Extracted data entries
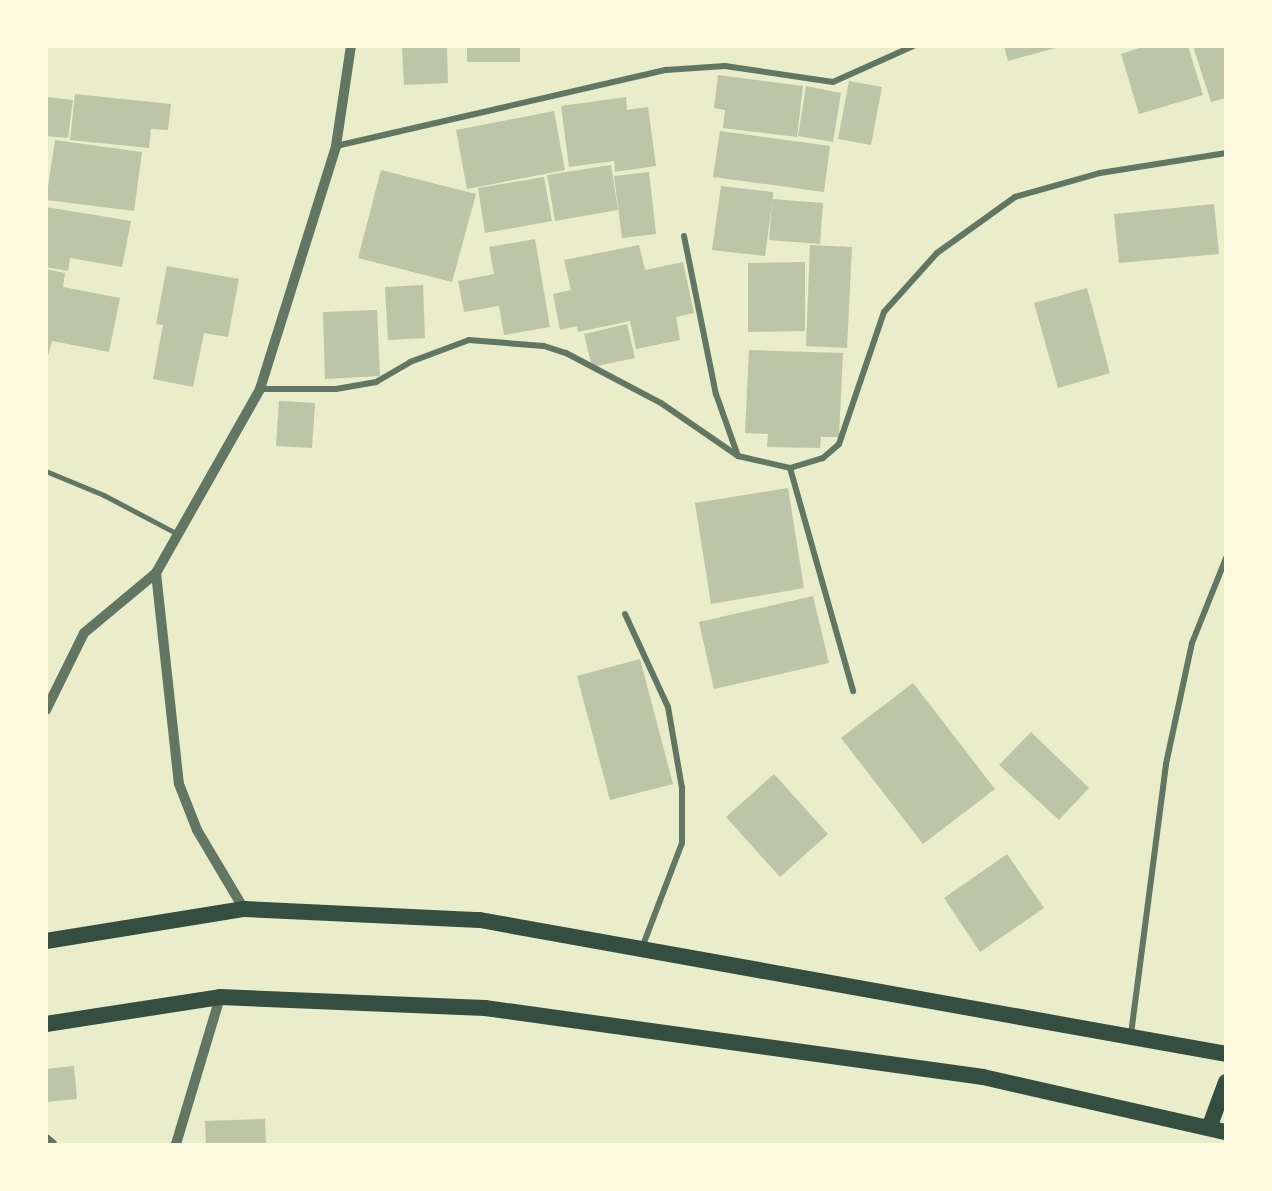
<!DOCTYPE html>
<style>
body{margin:0}
#map{position:relative;width:1272px;height:1191px;overflow:hidden;background:#e9edc9;font-family:Helvetica,sans-serif}
div>[style]{position:absolute}
[style*='--x']{left:calc(var(--x)*1px);top:calc(var(--y)*1px);width:calc(var(--w)*1px);rotate:calc(var(--a)*1deg)}
.building>*{inset:0;background:#bcc5a7}
.service>*{height:4.5px;margin:-2.25px;padding:0 2.25px;transform-origin:2.25px;border-radius:2.25px;background:#617663}
.minor>*{height:6px;margin:-3px;padding:0 3px;transform-origin:3px;border-radius:3px;background:#617663}
.tertiary>*{height:10px;margin:-5px;padding:0 5px;transform-origin:5px;border-radius:5px;background:#617663}
.trunk>*{height:16px;margin:-8px;padding:0 8px;transform-origin:8px;border-radius:8px;background:#344e41}
span{translate:-50% -50%;white-space:nowrap;text-align:center;line-height:1.15;-webkit-text-stroke:4.5px #fefae0;paint-order:stroke}
.frame{position:absolute;inset:0;border:48px solid #fefae0;pointer-events:none}
</style>
<div id="map">
<div class="building">
<div style="clip-path:polygon(467px 46px,520px 46px,520px 62px,467px 62px)"></div>
<div style="clip-path:polygon(1004px 46px,1059px 46px,1059px 47px,1008px 61px)"></div>
<div style="clip-path:polygon(1145px 46px,1188px 46px,1203px 95px,1139px 114px,1121px 54px)"></div>
<div style="clip-path:polygon(1193px 46px,1226px 46px,1226px 98px,1211px 102px)"></div>
<div style="clip-path:polygon(447px 47px,448px 83px,404px 85px,402px 48px)"></div>
<div style="clip-path:polygon(718px 75px,803px 86px,797px 137px,723px 128px,725px 110px,714px 108px)"></div>
<div style="clip-path:polygon(849px 81px,882px 87px,871px 145px,838px 139px)"></div>
<div style="clip-path:polygon(806px 86px,841px 93px,833px 142px,798px 136px)"></div>
<div style="clip-path:polygon(75px 94px,171px 104px,168px 130px,151px 129px,149px 148px,70px 140px)"></div>
<div style="clip-path:polygon(46px 97px,73px 100px,68px 138px,46px 136px)"></div>
<div style="clip-path:polygon(626px 97px,627px 110px,648px 107px,656px 166px,615px 172px,614px 161px,569px 167px,561px 106px)"></div>
<div style="clip-path:polygon(554px 111px,565px 170px,467px 189px,456px 130px)"></div>
<div style="clip-path:polygon(720px 131px,830px 146px,824px 192px,713px 177px)"></div>
<div style="clip-path:polygon(55px 140px,142px 152px,134px 211px,46px 200px)"></div>
<div style="clip-path:polygon(611px 165px,618px 210px,555px 221px,547px 175px)"></div>
<div style="clip-path:polygon(381px 170px,476px 194px,452px 282px,358px 258px)"></div>
<div style="clip-path:polygon(649px 172px,656px 234px,622px 238px,614px 176px)"></div>
<div style="clip-path:polygon(544px 177px,552px 221px,485px 233px,478px 188px)"></div>
<div style="clip-path:polygon(721px 186px,773px 192px,773px 199px,823px 203px,820px 244px,769px 240px,772px 204px,765px 256px,712px 250px)"></div>
<div style="clip-path:polygon(1214px 204px,1219px 254px,1119px 263px,1114px 214px)"></div>
<div style="clip-path:polygon(46px 207px,131px 221px,122px 267px,70px 258px,68px 271px,46px 267px)"></div>
<div style="clip-path:polygon(535px 239px,550px 327px,504px 335px,499px 306px,464px 312px,458px 281px,494px 274px,489px 247px)"></div>
<div style="clip-path:polygon(639px 245px,645px 270px,683px 262px,694px 313px,676px 317px,680px 340px,636px 349px,630px 321px,578px 332px,577px 326px,560px 330px,553px 294px,571px 290px,564px 260px)"></div>
<div style="clip-path:polygon(810px 245px,852px 247px,847px 348px,806px 346px)"></div>
<div style="clip-path:polygon(805px 262px,805px 331px,748px 332px,748px 263px)"></div>
<div style="clip-path:polygon(167px 266px,239px 279px,228px 337px,204px 333px,193px 387px,153px 379px,163px 325px,156px 324px)"></div>
<div style="clip-path:polygon(46px 269px,65px 273px,63px 287px,120px 298px,109px 352px,52px 341px,46px 363px)"></div>
<div style="clip-path:polygon(423px 285px,425px 338px,388px 340px,385px 287px)"></div>
<div style="clip-path:polygon(1087px 288px,1110px 373px,1058px 388px,1034px 303px)"></div>
<div style="clip-path:polygon(377px 310px,380px 376px,325px 379px,323px 312px)"></div>
<div style="clip-path:polygon(627px 324px,635px 358px,592px 367px,584px 334px)"></div>
<div style="clip-path:polygon(749px 350px,843px 353px,839px 437px,821px 437px,820px 448px,767px 447px,768px 434px,745px 433px)"></div>
<div style="clip-path:polygon(279px 401px,315px 403px,312px 448px,276px 446px)"></div>
<div style="clip-path:polygon(788px 488px,804px 588px,711px 604px,695px 503px)"></div>
<div style="clip-path:polygon(813px 596px,829px 663px,714px 689px,699px 622px)"></div>
<div style="clip-path:polygon(640px 659px,673px 784px,610px 800px,577px 676px)"></div>
<div style="clip-path:polygon(913px 683px,995px 789px,923px 844px,841px 738px)"></div>
<div style="clip-path:polygon(1031px 732px,1089px 788px,1059px 820px,999px 765px)"></div>
<div style="clip-path:polygon(774px 774px,828px 834px,780px 877px,726px 817px)"></div>
<div style="clip-path:polygon(1007px 854px,1044px 908px,980px 952px,944px 898px)"></div>
<div style="clip-path:polygon(74px 1066px,77px 1099px,46px 1102px,46px 1069px)"></div>
<div style="clip-path:polygon(265px 1119px,266px 1144px,206px 1144px,205px 1121px)"></div>
</div>
<div class="service">
<div style="--x:46;--y:471;--w:63;--a:22.5"></div>
<div style="--x:104;--y:495;--w:84;--a:27.8"></div>
</div>
<div class="minor">
<div style="--x:336;--y:146;--w:339;--a:-13"></div>
<div style="--x:666;--y:70;--w:59;--a:-3.9"></div>
<div style="--x:725;--y:66;--w:109;--a:8.4"></div>
<div style="--x:833;--y:82;--w:88;--a:-24.2"></div>
<div style="--x:684;--y:236;--w:161;--a:78.6"></div>
<div style="--x:716;--y:394;--w:66;--a:70.5"></div>
<div style="--x:260;--y:389;--w:76;--a:0"></div>
<div style="--x:336;--y:389;--w:41;--a:-9.9"></div>
<div style="--x:376;--y:382;--w:39;--a:-30"></div>
<div style="--x:410;--y:362;--w:63;--a:-20.4"></div>
<div style="--x:469;--y:340;--w:75;--a:4.6"></div>
<div style="--x:544;--y:346;--w:23;--a:18"></div>
<div style="--x:566;--y:353;--w:107;--a:27.8"></div>
<div style="--x:661;--y:403;--w:93;--a:34.5"></div>
<div style="--x:738;--y:456;--w:53;--a:13"></div>
<div style="--x:790;--y:468;--w:34;--a:-17"></div>
<div style="--x:823;--y:458;--w:21;--a:-41"></div>
<div style="--x:839;--y:444;--w:139;--a:-71.2"></div>
<div style="--x:884;--y:312;--w:79;--a:-48.1"></div>
<div style="--x:937;--y:253;--w:96;--a:-35.7"></div>
<div style="--x:1015;--y:197;--w:88;--a:-15.8"></div>
<div style="--x:1100;--y:173;--w:128;--a:-9"></div>
<div style="--x:790;--y:468;--w:232;--a:74.2"></div>
<div style="--x:625;--y:614;--w:102;--a:65.2"></div>
<div style="--x:668;--y:707;--w:82;--a:80.2"></div>
<div style="--x:682;--y:788;--w:55;--a:90"></div>
<div style="--x:682;--y:843;--w:112;--a:110.9"></div>
<div style="--x:1131;--y:1034;--w:272;--a:-82.6"></div>
<div style="--x:1166;--y:764;--w:124;--a:-77.9"></div>
<div style="--x:1192;--y:643;--w:92;--a:-68.2"></div>
</div>
<div class="tertiary">
<div style="--x:156;--y:573;--w:212;--a:83.8"></div>
<div style="--x:179;--y:784;--w:49;--a:68.6"></div>
<div style="--x:197;--y:830;--w:92;--a:59.3"></div>
<div style="--x:46;--y:710;--w:86;--a:-63.7"></div>
<div style="--x:84;--y:633;--w:94;--a:-39.8"></div>
<div style="--x:156;--y:573;--w:211;--a:-60.5"></div>
<div style="--x:260;--y:389;--w:255;--a:-72.6"></div>
<div style="--x:336;--y:146;--w:101;--a:-81.5"></div>
<div style="--x:46;--y:1139;--w:8;--a:40"></div>
<div style="--x:176;--y:1144;--w:153;--a:-73.3"></div>
</div>
<div class="trunk">
<div style="--x:46;--y:941;--w:201;--a:-9.2"></div>
<div style="--x:244;--y:909;--w:236;--a:2.7"></div>
<div style="--x:480;--y:920;--w:758;--a:10.18"></div>
<div style="--x:46;--y:1024;--w:176;--a:-8.8"></div>
<div style="--x:220;--y:997;--w:265;--a:2.4"></div>
<div style="--x:485;--y:1008;--w:503;--a:7.89"></div>
<div style="--x:983;--y:1077;--w:249;--a:12.8"></div>
<div style="--x:1209;--y:1128;--w:49;--a:-69.7"></div>
</div>
<div class="frame"></div>
</div>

• _The task_: One stretch of the lines above is wanted, from the line that contains "131px,830px 146px,824px 192px,713px" through the line that contains "207px,131px 221px,122px 267px,70px". Output it exactly.

• _Answer space_:
<div style="clip-path:polygon(720px 131px,830px 146px,824px 192px,713px 177px)"></div>
<div style="clip-path:polygon(55px 140px,142px 152px,134px 211px,46px 200px)"></div>
<div style="clip-path:polygon(611px 165px,618px 210px,555px 221px,547px 175px)"></div>
<div style="clip-path:polygon(381px 170px,476px 194px,452px 282px,358px 258px)"></div>
<div style="clip-path:polygon(649px 172px,656px 234px,622px 238px,614px 176px)"></div>
<div style="clip-path:polygon(544px 177px,552px 221px,485px 233px,478px 188px)"></div>
<div style="clip-path:polygon(721px 186px,773px 192px,773px 199px,823px 203px,820px 244px,769px 240px,772px 204px,765px 256px,712px 250px)"></div>
<div style="clip-path:polygon(1214px 204px,1219px 254px,1119px 263px,1114px 214px)"></div>
<div style="clip-path:polygon(46px 207px,131px 221px,122px 267px,70px 258px,68px 271px,46px 267px)"></div>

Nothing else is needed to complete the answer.